Действительно, возиться с текстами в поисках курьезов – великое искушение. При этом никак нельзя сказать, что это не связано с историей философии. Ведь история философии не знает центрального и маргинального. В текстах философов нельзя выделять какие-то «основные» мысли, отбрасывая весь остальной (основной) массив текста как бедный содержанием и потому ненужный шлак. Эдак мы рискуем оказаться в положении музилевского генерала, требующего вызвать самого старшего библиотекаря, который должен предъявить ему самую главную книгу в своей библиотеке и указать в ней самый главный абзац. Для историка философии весь поистине необъятный корпус существующих на сегодняшний день текстов имеет равное значение. Встречая в этом безбрежном море забавные казусы и невольное остроумие, можно насобирать великолепную коллекцию кунштюков. Это занятие, помимо приятности времяпрепровождения, позволит многое узнать о философах, а потому вовсе не бессмысленно, хотя, конечно, не стоит основывать на нем собственное понимание философии как таковой.

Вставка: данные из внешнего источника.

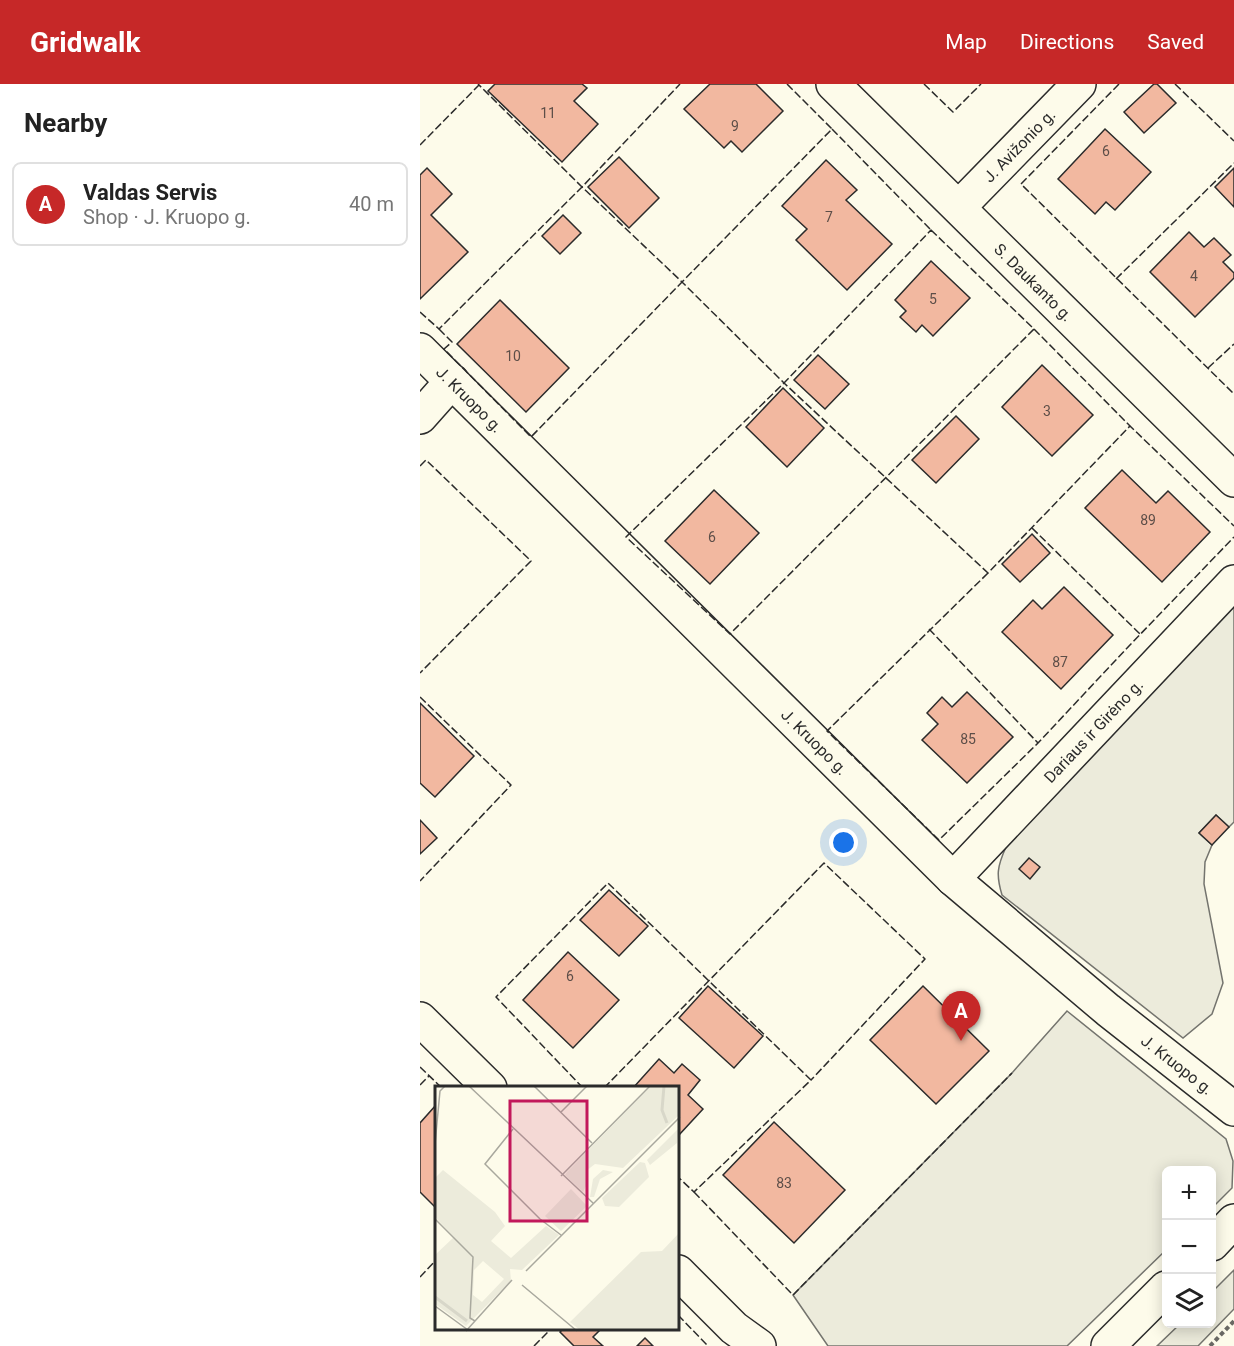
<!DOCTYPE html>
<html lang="en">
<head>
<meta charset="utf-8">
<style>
  :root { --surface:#fff; --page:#f6f6f6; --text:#222; --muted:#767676; --line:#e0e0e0; --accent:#c62828 }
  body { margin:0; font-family:Roboto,sans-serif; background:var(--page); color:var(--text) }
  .controls { position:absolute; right:18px; bottom:18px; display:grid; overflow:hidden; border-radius:9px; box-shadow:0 3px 15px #0003 }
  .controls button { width:54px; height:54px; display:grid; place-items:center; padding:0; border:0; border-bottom:2px solid var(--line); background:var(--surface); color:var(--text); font:30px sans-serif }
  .you { position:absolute; left:424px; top:759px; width:21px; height:21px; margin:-15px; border:4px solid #fff; border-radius:50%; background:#1a73e8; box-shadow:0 0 0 9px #1a73e833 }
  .badge { display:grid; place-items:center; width:39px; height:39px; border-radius:50%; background:var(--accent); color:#fff; font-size:20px; font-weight:700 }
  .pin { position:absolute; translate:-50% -50px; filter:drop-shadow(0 2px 3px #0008) }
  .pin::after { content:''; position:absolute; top:32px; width:21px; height:18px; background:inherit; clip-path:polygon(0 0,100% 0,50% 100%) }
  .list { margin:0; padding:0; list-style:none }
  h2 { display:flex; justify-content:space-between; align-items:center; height:78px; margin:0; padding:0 24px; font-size:26px }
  h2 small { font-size:20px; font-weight:400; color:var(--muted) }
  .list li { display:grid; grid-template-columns:39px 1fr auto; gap:18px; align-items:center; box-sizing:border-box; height:84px; margin:0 12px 12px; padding:0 12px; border:2px solid var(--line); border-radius:9px }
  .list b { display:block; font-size:22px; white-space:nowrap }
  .list p { margin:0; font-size:20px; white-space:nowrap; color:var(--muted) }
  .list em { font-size:20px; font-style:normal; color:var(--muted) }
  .icon { flex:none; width:33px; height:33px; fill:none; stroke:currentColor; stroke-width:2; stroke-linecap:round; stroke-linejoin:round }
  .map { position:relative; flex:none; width:814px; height:1262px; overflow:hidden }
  header { display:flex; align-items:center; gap:36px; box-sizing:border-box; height:84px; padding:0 30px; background:var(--accent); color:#fff }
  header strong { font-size:28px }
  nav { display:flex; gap:33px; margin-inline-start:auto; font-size:21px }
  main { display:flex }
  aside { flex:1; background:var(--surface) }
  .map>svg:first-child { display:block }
  .green { fill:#ecebdb; stroke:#74746e; stroke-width:1.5 }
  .building { fill:#f2b8a0; stroke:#2b2b2b; stroke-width:1.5 }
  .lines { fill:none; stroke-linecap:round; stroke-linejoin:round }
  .minor-casing { stroke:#2b2b2b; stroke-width:36 }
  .highway-casing { stroke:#2b2b2b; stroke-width:36 }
  .path { stroke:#6a6964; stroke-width:4; stroke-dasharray:4.5 3; stroke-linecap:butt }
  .minor { stroke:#fdfbea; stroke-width:33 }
  .highway { stroke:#fdfbea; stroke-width:33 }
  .fence { stroke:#2b2b2b; stroke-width:1.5; stroke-dasharray:8 3; stroke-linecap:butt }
  .labels { text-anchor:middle; stroke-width:4.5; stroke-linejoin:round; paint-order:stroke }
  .number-label { font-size:14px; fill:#5d4e48 }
  .street-label { font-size:16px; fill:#2b2b2b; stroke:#fdfbea }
  .inset-river { fill:none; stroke:#d8d7c9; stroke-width:3 }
  .inset-road { fill:none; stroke:#a9a89e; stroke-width:1.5 }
  .view { fill:#c2185b; fill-opacity:0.15; stroke:#c2185b; stroke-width:3 }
  .inset-edge { fill:none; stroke:#2b2b2b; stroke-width:3 }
</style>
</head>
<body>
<header>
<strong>Gridwalk</strong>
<nav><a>Map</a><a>Directions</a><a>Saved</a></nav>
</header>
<main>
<aside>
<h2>Nearby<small></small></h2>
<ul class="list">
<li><span class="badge">A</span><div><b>Valdas Servis</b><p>Shop · J. Kruopo g.</p></div><em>40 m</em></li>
</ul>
</aside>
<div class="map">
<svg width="814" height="1262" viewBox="0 0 814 1262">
  <rect width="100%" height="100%" fill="#fdfbea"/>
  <!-- green -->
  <g class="green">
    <path d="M814,520V738L809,743L796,731L779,749L792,761L785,778L784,800L803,899L792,930L763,954L582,811C576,791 577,783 586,763Z"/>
    <polygon points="647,927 806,1055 813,1077 812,1104 792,1124 792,1086 746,1086 746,1166 647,1262 408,1262 373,1211 592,989"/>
    <polygon points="814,1186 814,1225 778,1262 737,1262 760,1240 792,1240 792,1208"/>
  </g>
  <!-- building -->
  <g class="building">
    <polygon points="75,0 162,0 167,4 154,17 178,40 142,78 68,7"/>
    <polygon points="290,0 336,0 363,27 322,68 311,57 304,64 264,25"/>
    <polygon points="734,0 737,0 756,19 724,49 704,28"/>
    <polygon points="685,45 731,88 695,126 686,118 675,130 638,95"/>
    <polygon points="199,73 239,114 209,144 168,103"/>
    <polygon points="406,76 437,106 426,116 472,160 427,206 376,156 387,145 362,122"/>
    <polygon points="7,84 32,110 11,131 48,168 0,215 0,91"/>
    <polygon points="814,84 814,123 795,103"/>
    <polygon points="143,131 161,149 140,170 122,152"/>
    <polygon points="769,148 784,163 794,154 811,171 803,178 814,189 814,194 775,233 730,188"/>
    <polygon points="511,177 550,214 513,252 502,241 496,248 480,233 486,227 475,216"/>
    <polygon points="80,216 149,284 106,328 37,260"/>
    <polygon points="398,271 429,300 405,325 374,296"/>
    <polygon points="622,281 673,331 632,372 582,323"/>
    <polygon points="363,304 404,344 367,383 326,343"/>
    <polygon points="536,332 559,355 516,399 492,376"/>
    <polygon points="702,386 736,419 748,407 790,448 742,498 665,424"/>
    <polygon points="294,406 339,449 290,500 245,457"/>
    <polygon points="612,450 630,469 600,498 582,480"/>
    <polygon points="644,503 693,551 641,605 582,548 613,516 622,525"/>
    <polygon points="547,608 593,653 547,699 502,656 518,640 507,629 522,613 532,623"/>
    <polygon points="0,619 54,672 15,713 0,699"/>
    <polygon points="796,731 809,743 792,761 779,749"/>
    <polygon points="0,736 17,754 0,770"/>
    <polygon points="609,774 620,783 610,795 599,785"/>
    <polygon points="189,806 228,842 199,872 160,836"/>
    <polygon points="148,868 199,916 153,964 103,916"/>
    <polygon points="288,902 343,952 314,984 259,934"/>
    <polygon points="503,902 569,967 516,1020 450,956"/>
    <polygon points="239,975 254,989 262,980 280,996 268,1011 283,1025 258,1052 258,1004 213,1004"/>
    <polygon points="16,1021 16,1124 0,1108 0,1039"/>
    <polygon points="354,1038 425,1106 374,1159 303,1091"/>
    <polygon points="142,1246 180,1246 173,1253 183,1262 154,1262 140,1248"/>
    <polygon points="225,1254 233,1262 217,1262"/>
  </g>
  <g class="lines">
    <defs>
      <g id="minor">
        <path id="s1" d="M413,0L814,396"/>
        <path id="s2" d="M539,123L659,0"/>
        <path id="s3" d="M0,266L533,795L688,926L814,1025"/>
        <polyline points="0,333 32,297"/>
        <path id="s4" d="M533,795L814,498"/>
        <polyline points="0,935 70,1004"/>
        <polyline points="258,1188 314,1244 339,1262"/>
      </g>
      <g id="highway">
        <polyline points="792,1160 814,1137"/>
        <polyline points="688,1262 746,1204"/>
      </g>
    </defs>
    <!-- minor casing -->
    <use href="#minor" class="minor-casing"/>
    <!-- highway casing -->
    <use href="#highway" class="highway-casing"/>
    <!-- path -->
    <polyline class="path" points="790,1262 814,1237"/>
    <!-- minor -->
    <use href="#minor" class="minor"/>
    <!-- highway -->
    <use href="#highway" class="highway"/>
    <!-- fence -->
    <g class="fence">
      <polyline points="367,0 412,45 262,198 364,299 568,489 710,342 814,442"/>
      <polyline points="504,0 533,28 561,0"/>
      <polyline points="699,0 601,100 814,310"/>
      <polyline points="755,0 814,57"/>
      <polyline points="412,45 511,146"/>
      <polyline points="0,61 59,1"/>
      <polygon points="511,146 614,245 310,550 206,453 364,299"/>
      <polyline points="696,195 814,79"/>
      <polyline points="0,228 19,245 162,103 260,0"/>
      <polyline points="19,245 32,258 24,265 111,353 262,198 162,103 58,0"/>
      <polyline points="614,245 710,342"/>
      <polyline points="788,284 814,260"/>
      <polyline points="0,382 6,376 111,477 0,589"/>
      <polyline points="612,444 720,550"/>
      <polyline points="568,489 407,647 519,756 618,659 709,562 814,453"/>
      <polyline points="509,545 618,659"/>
      <polyline points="0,613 91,701 0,797"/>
      <polyline points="0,983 22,1004"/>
      <polyline points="0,1001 9,992"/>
      <polyline points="163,1004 76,913 188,799 391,996 274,1108 258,1093"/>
      <polyline points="184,1004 404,779 505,875 391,996"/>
      <polyline points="274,1108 373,1211 592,989"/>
      <polyline points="0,1193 16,1176"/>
      <polyline points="258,1231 288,1262"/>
      <polyline points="114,1262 130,1246"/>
    </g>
  </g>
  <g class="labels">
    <!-- number labels -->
    <g class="number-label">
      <text x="128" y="34">11</text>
      <text x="315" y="47">9</text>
      <text x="686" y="72">6</text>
      <text x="409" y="138">7</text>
      <text x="774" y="197">4</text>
      <text x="513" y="220">5</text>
      <text x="93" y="277">10</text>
      <text x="627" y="332">3</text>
      <text x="728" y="441">89</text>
      <text x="292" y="458">6</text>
      <text x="640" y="583">87</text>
      <text x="548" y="660">85</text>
      <text x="150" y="897">6</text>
      <text x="364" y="1104">83</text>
    </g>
    <!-- street labels -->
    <g class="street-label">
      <text dy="6" stroke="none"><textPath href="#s2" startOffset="86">J. Avižonio g.</textPath></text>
      <text dy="6" stroke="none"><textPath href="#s1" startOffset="282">S. Daukanto g.</textPath></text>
      <text dy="6" stroke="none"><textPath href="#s3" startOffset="70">J. Kruopo g.</textPath></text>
      <text dy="6" stroke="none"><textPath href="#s4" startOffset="204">Dariaus ir Girėno g.</textPath></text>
      <text dy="6" stroke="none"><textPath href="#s3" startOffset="556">J. Kruopo g.</textPath></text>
      <text dy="6" stroke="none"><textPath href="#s3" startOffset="1042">J. Kruopo g.</textPath></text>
    </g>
  </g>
  <!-- overview -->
  <g transform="translate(15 1002)">
    <rect width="244" height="244" fill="#fdfbea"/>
    <path d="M216,0H244V29L188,82L160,78L151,85V100L148,106L130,89L132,86ZM244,42L242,57L215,79L212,74ZM205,76L210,77L214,91L184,121L170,120L167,112ZM8,84L60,126L70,140L56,155L76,172L111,140L124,149L87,184L75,183L76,195L31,240L0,218V169L19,151L0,131V92ZM48,175L69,193L47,216L38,209L39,184ZM168,84L178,86L165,93L159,111H155L158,93ZM136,103L152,120L126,145L110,130ZM244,147V244H145L135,236L206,166L227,165Z" fill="#ecebdb" fill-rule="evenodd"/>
    <path class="inset-river" d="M229,0L227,24L232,37M0,211L32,235"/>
    <path class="inset-road" d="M34,0L158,117M99,0L157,57M126,26L152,0M78,43L50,78L105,133L126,149M0,58L5,5L10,0M126,90L215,0M0,133L38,171L35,232L40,235M91,185L245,31M87,199L142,245M0,220L33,244M31,245L77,194"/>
    <path class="view" d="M75,15H152V135H75Z"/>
    <rect width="244" height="244" class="inset-edge"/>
  </g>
</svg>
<div class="controls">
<button>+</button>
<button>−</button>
<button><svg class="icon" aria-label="layers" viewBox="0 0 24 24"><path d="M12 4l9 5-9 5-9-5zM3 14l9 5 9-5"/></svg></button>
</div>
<div class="you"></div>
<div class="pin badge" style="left:541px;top:957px">A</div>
</div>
</main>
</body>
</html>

Подойдя к делу более педантично и определенным образом систематизируя материал, можно получить своего рода энциклопедию, во всяком случае, всеобъемлющий компендиум или бестиарий, куда будут включены все сколько-нибудь значимые мыслители, оставившие хоть какой-нибудь след в истории философии. Едва ли такая задача под силу одному исследователю, но коллектив единомышленников при известном усердии мог бы справиться с такой задачей. Несомненно, подобный труд был бы чрезвычайно полезен, и можно лишь надеяться, что когда-нибудь он у нас появится. Однако при таком объеме материала едва ли можно ожидать прикосновения к живой философской мысли, которая окажется погребена под грудами информации[28]. Ведь авторы с неизбежностью окажутся в той ситуации механического приращения знания, в какой находились составители бестиариев на излете Средневековья. Едва ли самая четкая классификация и систематизация помогут приблизиться к тому живому опыту, о котором толкует Ясперс и который составляет самую суть занятий философией.

Поэтому история философии неизбежно обращается к личности философа, во всяком случае, такой, что встает перед нами на страницах его сочинений. Мы уже говорили о бесплодности психологизма в биографическом подходе. Однако есть еще одна, не меньшая опасность, подстерегающая исследователя на этом пути: соблазн вместо хаотического роения идей и разрозненных философов-одиночек увидеть некие глобальные движения и исторические тенденции, связанные с общими закономерностями истории. Невозможно оспорить то очевидное обстоятельство, что всякий философ связан с собственным историческим моментом и в изрядной мере зависит от него. (Ясперс того же мнения: «Каждый мыслитель, – говорит он, – находится внутри своего народа, его культуры и фактической действительности. То, что он видит и мыслит, связано с тем местом в истории, в котором он пробуждается, с субстанциями, исходя из которых он живет»[29].) Однако в неменьшей степени философ ускользает от своей эпохи и социальной ситуации, оказываясь несвоевременным. Но дело даже не в этом. Полагать, будто улавливаешь общие исторические тенденции в творчестве всякого отдельного мыслителя – значит a priori устанавливать некую метаисторическую сетку, в которую этого мыслителя остается лишь вписать. При этом совершается транспонирование объяснительной схемы, полученной в одной области знания, в другую область, разумеется, с ущербом для этой последней. Еще сравнительно недавно в отечественной гуманитаристике все области знания подчинялись универсальной схеме, полученной на сравнительно узком материале. Для истории философии это имело довольно плачевные последствия. Для философии как таковой – катастрофические.